Samir A. is released from pre-trial detention ahead of his December 10 trial. He had previously been a part of the infamous Hofstad Group and was previously convicted of terrorist activities. He was imprisoned for nine years, including in the high-security terrorist wing of the prison, because of plans to attack. He was released in 2017. He was originally arrested in June 2020 for being involved with fundraising amongst relatives to help free Islamic State women at the al-Hawl camp in northeast Syria. This money would go to smugglers to help them get out of the IDP camp. Apparently, Samir focused on women that remained in IS’s territory until the end, with some allegedly married to different IS leaders. Samir worked with a Syrian from Vlaardingen, Fadi M, who is suspected of running an illegal hawala system. They allegedly raised up to €277,000. They were also assisted by an individual named Bilal L, who had previously been a part of the Hofstad Group top. This network allegedly helped 27 children and ten women get away. Some have returned to Europe, while others are in Idlib in northwest Syria.
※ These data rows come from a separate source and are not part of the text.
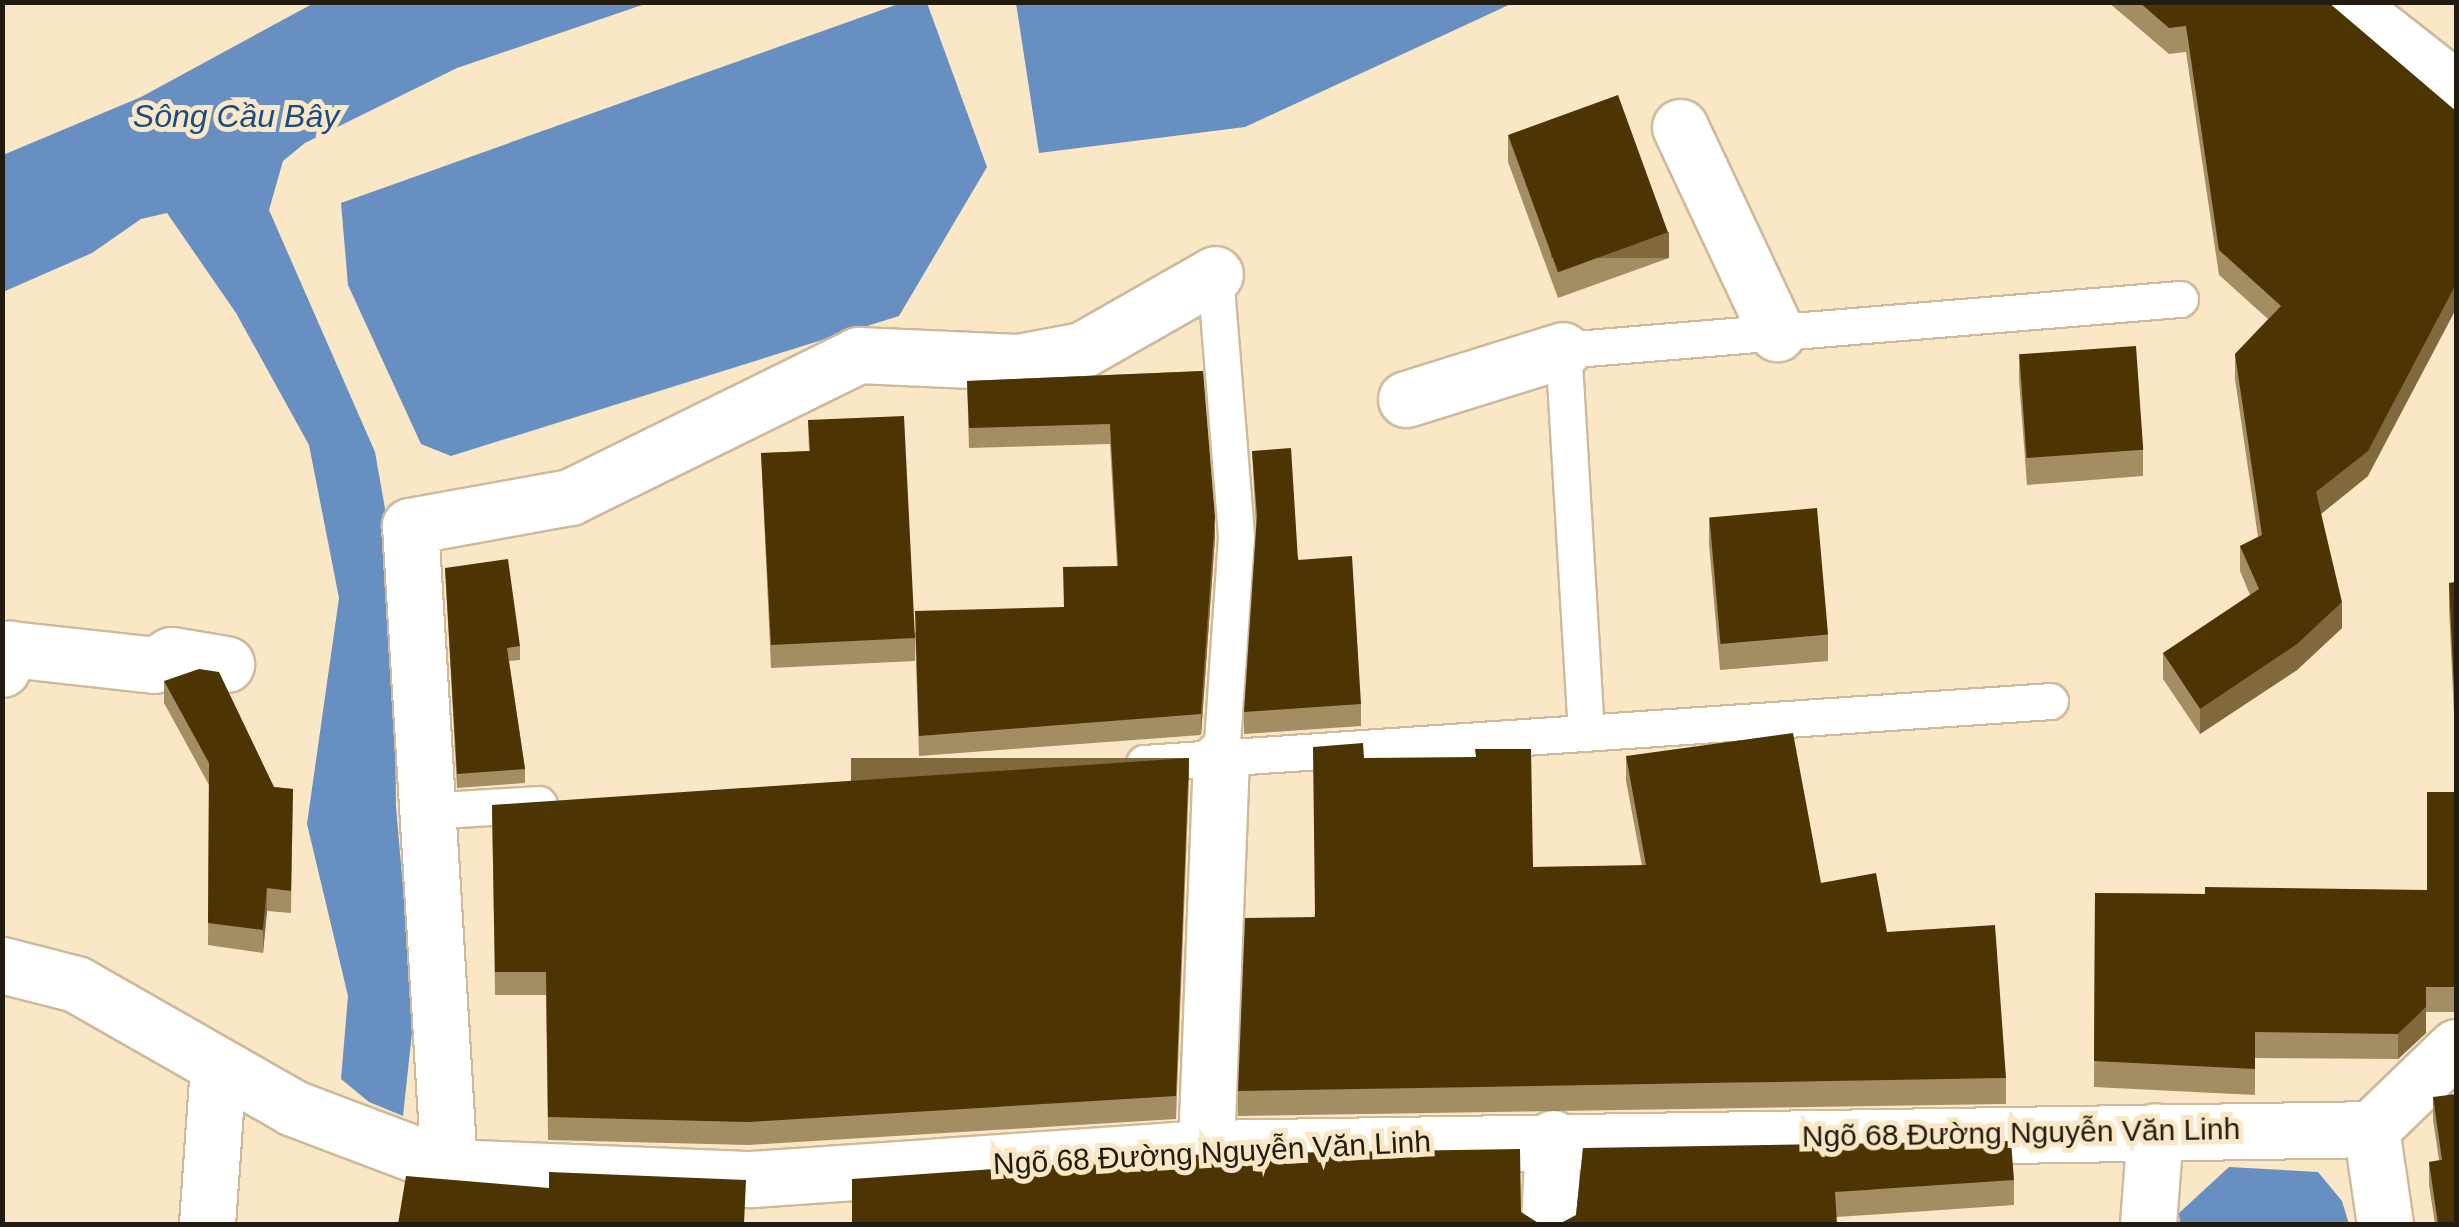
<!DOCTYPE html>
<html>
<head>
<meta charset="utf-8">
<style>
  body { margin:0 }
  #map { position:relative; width:2459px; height:1227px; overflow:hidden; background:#fae7c6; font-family:Arial,sans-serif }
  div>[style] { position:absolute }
  .water>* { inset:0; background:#688fc1 }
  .roads { filter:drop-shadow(2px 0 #cdba9b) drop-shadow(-2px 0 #cdba9b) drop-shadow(0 2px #cdba9b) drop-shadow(0 -2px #cdba9b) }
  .service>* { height:35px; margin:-17.5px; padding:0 17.5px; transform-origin:17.5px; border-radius:17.5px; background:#fff }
  .minor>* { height:55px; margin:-27.5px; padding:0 27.5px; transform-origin:27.5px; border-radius:27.5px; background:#fff }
  .tertiary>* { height:55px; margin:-27.5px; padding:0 27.5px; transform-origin:27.5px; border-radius:27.5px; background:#fff }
  .wall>* { inset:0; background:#a38e64 }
  .shaded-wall>* { inset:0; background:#806a3d; transform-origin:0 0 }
  .building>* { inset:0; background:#4c3502; transform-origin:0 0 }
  span { translate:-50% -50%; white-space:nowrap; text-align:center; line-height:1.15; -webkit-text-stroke:10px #fae7c6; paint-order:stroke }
  .street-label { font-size:30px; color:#221b0f }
  .water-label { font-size:32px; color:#174b8a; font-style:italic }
  .frame { position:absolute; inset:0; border:5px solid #221b0f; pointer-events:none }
</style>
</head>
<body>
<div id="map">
  <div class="water">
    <i style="clip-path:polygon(314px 3px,648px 3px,457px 68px,305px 143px,283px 161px,269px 210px,375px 452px,393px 554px,396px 807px,414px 1014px,403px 1116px,369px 1102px,341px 1079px,348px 996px,307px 824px,339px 598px,309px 445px,236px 313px,167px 213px,141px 219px,92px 253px,3px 292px,3px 155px,141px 97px)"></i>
    <i style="clip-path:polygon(901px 3px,927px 3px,987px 167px,899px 316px,451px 456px,421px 444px,348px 285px,341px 203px)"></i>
    <i style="clip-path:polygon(1016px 3px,1016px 2px,1513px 3px,1245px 127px,1039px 153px)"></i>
    <i style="clip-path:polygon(2229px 1167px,2318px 1172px,2342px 1201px,2349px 1224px,2180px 1224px,2179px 1213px)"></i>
  </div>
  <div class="roads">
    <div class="service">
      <i style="left:1215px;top:274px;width:264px;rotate:85.4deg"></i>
      <i style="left:1236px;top:537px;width:222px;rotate:93.9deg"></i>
      <i style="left:1586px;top:733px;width:384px;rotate:-93.4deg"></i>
      <i style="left:1563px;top:350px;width:619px;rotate:-4.73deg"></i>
      <i style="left:1144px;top:763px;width:908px;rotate:-3.91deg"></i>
      <i style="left:425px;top:811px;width:114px;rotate:-3.5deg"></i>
    </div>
    <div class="minor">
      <i style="left:2345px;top:2px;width:141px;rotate:38.1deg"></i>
      <i style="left:1680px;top:127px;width:228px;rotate:64.8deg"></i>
      <i style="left:1406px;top:399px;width:164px;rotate:-17.3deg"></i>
      <i style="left:2px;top:669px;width:22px;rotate:-68deg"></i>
      <i style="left:10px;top:649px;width:145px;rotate:6.3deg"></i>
      <i style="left:154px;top:665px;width:20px;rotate:-30deg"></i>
      <i style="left:171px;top:655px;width:56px;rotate:9.3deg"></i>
      <i style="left:2px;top:965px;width:76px;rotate:14.4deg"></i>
      <i style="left:76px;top:984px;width:250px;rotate:29.7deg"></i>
      <i style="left:293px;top:1108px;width:167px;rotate:20.7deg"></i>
      <i style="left:449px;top:1167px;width:303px;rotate:2.3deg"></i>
      <i style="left:752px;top:1179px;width:455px;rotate:-3.9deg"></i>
      <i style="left:1206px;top:1148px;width:1165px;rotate:-0.93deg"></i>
      <i style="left:2371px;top:1129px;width:96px;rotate:81.6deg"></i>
      <i style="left:2371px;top:1129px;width:118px;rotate:-44deg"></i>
      <i style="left:1206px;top:1148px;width:390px;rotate:-87.8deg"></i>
      <i style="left:449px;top:1167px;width:642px;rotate:-93.48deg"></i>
      <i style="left:410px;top:526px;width:163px;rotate:-10.3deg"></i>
      <i style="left:570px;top:497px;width:321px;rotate:-26.2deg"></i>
      <i style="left:858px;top:355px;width:160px;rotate:2.5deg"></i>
      <i style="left:1018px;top:362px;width:65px;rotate:-10.6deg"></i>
      <i style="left:1082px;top:350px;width:153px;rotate:-29.7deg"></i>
      <i style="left:1549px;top:1224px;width:86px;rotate:-87.3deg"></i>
      <i style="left:2148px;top:1224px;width:93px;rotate:-85.7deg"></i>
    </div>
    <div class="tertiary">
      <i style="left:207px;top:1224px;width:156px;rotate:-86deg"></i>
    </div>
  </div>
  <div class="wall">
    <i style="clip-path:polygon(2108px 2px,2328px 2px,2368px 476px,2321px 514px,2342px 628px,2297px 670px,2200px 734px,2163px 679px,2163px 653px,2250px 595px,2240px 571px,2240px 546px,2258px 537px,2235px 379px,2235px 354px,2268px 319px,2219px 275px,2186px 52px,2169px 54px)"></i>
    <i style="clip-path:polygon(1508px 136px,1669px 258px,1558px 298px,1508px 162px)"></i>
    <i style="clip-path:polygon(2019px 354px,2143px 450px,2143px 476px,2027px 485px,2019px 380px)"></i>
    <i style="clip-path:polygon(1203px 371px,1215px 537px,1201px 735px,919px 756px,915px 632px,1064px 607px,1117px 566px,1110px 444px,969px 448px,967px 381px)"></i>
    <i style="clip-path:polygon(808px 420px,915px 638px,915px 661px,771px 668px,761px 453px,809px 451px)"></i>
    <i style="clip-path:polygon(1252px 451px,1361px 704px,1361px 726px,1244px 734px,1244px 712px,1256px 528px)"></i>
    <i style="clip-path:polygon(1709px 518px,1828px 635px,1828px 661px,1720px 670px,1709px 544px)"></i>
    <i style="clip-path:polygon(445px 568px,520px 646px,520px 660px,509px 661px,525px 769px,525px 783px,457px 788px)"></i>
    <i style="clip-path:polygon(2456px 582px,2456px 758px,2449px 608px,2449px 583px)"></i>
    <i style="clip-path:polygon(164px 681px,274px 787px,293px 789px,291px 913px,267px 911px,263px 953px,208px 945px,209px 785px,164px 703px)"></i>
    <i style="clip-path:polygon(1626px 756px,1821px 883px,1887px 932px,2006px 1078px,2006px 1104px,1238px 1116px,1238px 1091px,1314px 917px,1364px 758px,1533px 867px,1642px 866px,1626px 781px)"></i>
    <i style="clip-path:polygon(1189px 781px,1176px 1119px,748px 1145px,548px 1140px,546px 995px,495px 995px,492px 805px)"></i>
    <i style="clip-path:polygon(2456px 792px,2456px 1012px,2426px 1012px,2426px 1033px,2398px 1059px,2255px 1058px,2255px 1095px,2094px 1087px,2095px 893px,2205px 894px,2427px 890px)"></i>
    <i style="clip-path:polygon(2433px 1097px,2456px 1224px,2435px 1224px,2429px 1185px,2429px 1162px,2439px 1160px,2433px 1120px)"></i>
    <i style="clip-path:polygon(1583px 1148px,2014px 1180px,2014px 1205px,1837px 1217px,1576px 1215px)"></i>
  </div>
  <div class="shaded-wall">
    <i style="left:1669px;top:232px;width:26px;height:118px;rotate:90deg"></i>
    <i style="clip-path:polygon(2456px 284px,2456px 309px,2368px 476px,2316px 518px,2316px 492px)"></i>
    <i style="clip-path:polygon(1215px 517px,1215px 537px,1201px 735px,1201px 714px)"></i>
    <i style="clip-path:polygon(2342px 602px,2342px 628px,2297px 670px,2200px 734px,2200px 709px)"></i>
    <i style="left:1189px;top:758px;width:23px;height:338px;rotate:90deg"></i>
    <i style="clip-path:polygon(267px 888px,267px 911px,263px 953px,263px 930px)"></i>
    <i style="clip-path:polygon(2426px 1007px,2426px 1033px,2398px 1059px,2398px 1034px)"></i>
  </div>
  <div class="building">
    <i style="clip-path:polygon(2139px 2px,2328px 2px,2456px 111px,2456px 284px,2368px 451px,2316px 492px,2342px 602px,2297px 644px,2200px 709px,2163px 653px,2259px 589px,2240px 546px,2262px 535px,2235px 354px,2281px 306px,2219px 250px,2186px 26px,2169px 28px)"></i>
    <i style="left:1618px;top:95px;width:146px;height:117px;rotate:70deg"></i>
    <i style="left:2136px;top:346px;width:104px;height:117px;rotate:86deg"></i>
    <i style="clip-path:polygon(1203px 371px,1215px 517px,1201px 714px,919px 736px,915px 611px,1064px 607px,1063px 567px,1118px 566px,1110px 424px,969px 428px,967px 381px)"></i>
    <i style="clip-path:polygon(904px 416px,915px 638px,771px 645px,761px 453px,810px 451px,808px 420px)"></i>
    <i style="clip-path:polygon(1291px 448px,1298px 560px,1352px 556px,1361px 704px,1244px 712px,1257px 516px,1252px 451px)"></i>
    <i style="left:1817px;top:508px;width:127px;height:108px;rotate:85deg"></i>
    <i style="clip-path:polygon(508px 559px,520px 646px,507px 648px,525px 769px,457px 774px,445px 568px)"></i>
    <i style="clip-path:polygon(2456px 582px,2456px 732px,2449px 583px)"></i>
    <i style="clip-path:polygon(199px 669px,219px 672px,274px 787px,293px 789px,291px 891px,267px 888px,263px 930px,208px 923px,209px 763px,164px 681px)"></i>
    <i style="clip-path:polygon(1793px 733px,1821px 883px,1876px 873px,1887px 932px,1995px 925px,2006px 1078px,1238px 1091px,1245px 918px,1315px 917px,1313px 747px,1363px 743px,1364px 758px,1476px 757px,1475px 749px,1531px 749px,1533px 867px,1646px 865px,1626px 756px)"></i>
    <i style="clip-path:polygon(1189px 758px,1176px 1096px,748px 1122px,548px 1117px,546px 972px,495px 972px,492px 805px)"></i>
    <i style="clip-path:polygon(2427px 792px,2456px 792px,2456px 987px,2426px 987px,2426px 1007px,2398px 1034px,2255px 1032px,2255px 1069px,2094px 1061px,2095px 893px,2205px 894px,2205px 887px,2427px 890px)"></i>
    <i style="clip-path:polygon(2456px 1094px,2456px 1224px,2438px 1224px,2429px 1162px,2442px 1160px,2433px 1097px)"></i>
    <i style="clip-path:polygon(2011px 1141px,2014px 1180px,1835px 1192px,1837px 1224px,1559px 1224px,1576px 1215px,1583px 1148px)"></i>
    <i style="clip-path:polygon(1520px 1149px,1521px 1212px,1540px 1224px,852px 1224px,852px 1179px,1207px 1154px)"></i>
    <i style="clip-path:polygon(549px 1172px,746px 1180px,744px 1224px,398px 1224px,406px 1176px,549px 1188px)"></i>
  </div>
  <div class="street-label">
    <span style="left:2021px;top:1133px;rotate:-1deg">Ngõ 68 Đường Nguyễn Văn Linh</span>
    <span style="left:1212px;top:1153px;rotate:-3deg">Ngõ 68 Đường Nguyễn Văn Linh</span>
  </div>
  <div class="water-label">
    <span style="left:236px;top:116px">Sông Cầu Bây</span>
  </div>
  <div class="frame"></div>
</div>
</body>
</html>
Mohamed Kazali Salleh, 50, had three charges in a local district court for terror financing. According to reports in The Strait Times, “on three occasions between December 2013 and early 2014, Kazali allegedly provided money to a Malaysian named Wan Mohd Aquil Wan Zainal Abidin (Akel Zainal), who apparently was an IS figure in Syria, intending for the money to be used to facilitate terrorist acts in Syria. Akel had previously instructed two Malaysian IS supporters to attack places of worship and police stations in Malaysia in 2019. The plots were foiled and the supporters were arrested in November 2018. Suggesting Akel could have been part of IS’s external operations team. The report goes on to explain “he is accused of handing over RM1,000 to Wan Mohd Aquil at a bus terminal in Johor Bahru. The other two occasions involve Kazali allegedly remitting US$351.75 and RM500 through Western Union in Singapore and in Malaysia respectively.” Kazali, was based in Malaysia, while his crimes occurred and was arrested by Malaysian Special Branch officers in December 2018. He was then deported to Singapore.
Omaima A., German-Tunisian, 37, who had previously been convicted in German court for being a member of IS, was given additional jail time for using Yezidi slave women to clean her home beginning in 2016. The previous sentence of three-and-a-half years was extended to four years. Omaima is also known for having been married to infamous German jihadi rapper Denis Cuspert (Deso Dogg, Abu Talhah al-Almani). She was originally born in Hamburg. Omaima is believed to have traveled to Syria to join IS with her three children in 2015.
German citizen Leonora M. was also charged with IS membership. According to a governmental press release, on March 6 2015 , Leonora traveled to Syria to join IS. After spending three days in an IS women’s refuge, she was accepted as a member of IS, after she had been registered and married a member working in the IS security apparatus as his third wife. The accused lived in al-Raqqah from the fall of 2015 to June 2017, where she allegedly took part in religious instruction. At the end of 2015, she also took on the task of researching the women of IS fighters for the IS secret service. She was also involved in recruiting a German woman to travel to IS. As part of her work for IS, Leonora received a monthly salary. Leonora’s husband bought a 33-year-old Yazidi women as a slave in order to sell her and her two small children for a profit. Leonora then allegedly nursed the injured Yazidis so that she could be resold at a profit. In addition, Leonora tried to dissuade the damaged Yazidis of the truth of IS’s belief system. The enslaved Yazidi was subsequently sold for a profit. Leonora eventually surrendered to SDF units at the end of January 2019 after IS lost territory and was at various IDP camps until she was brought back to Germany on December 20, 2020.
An Austrian court sentenced two men to jail over their involvement with IS in Syria. The first individual, who had previously fled to Austria in 2004, and was originally born in Chechnya was sentenced to six-and-a-half years in jail, while the second person was sentenced to four and a half years. The two individuals left for IS in 2013 with the first person staying there for one-and-a-half years and the second one only staying there for a few months. They had been recruited by Mirsad Omerovic, who had originally been born in Bosnia and considered the nexus point of IS recruitment in Austria. Omerovic is already serving a 20-year prison sentence after a court in 2016 found him guilty of belonging to a terrorist group.
Anisa Arabieva (previously Anna Molchanova), 23, was sentenced to three years in prison after being found guilty of recruiting terrorists to fight in Syria. Arabieva, a resident of Moscow, was recruiting Russians to join the Islamic State and Jabhat al-Nusrah. One individual was the Chechen native Zulikhan Magomadova whose departure was prevented by Russian security. In 2011, Arabieva converted to Islam following tragic circumstances in her life.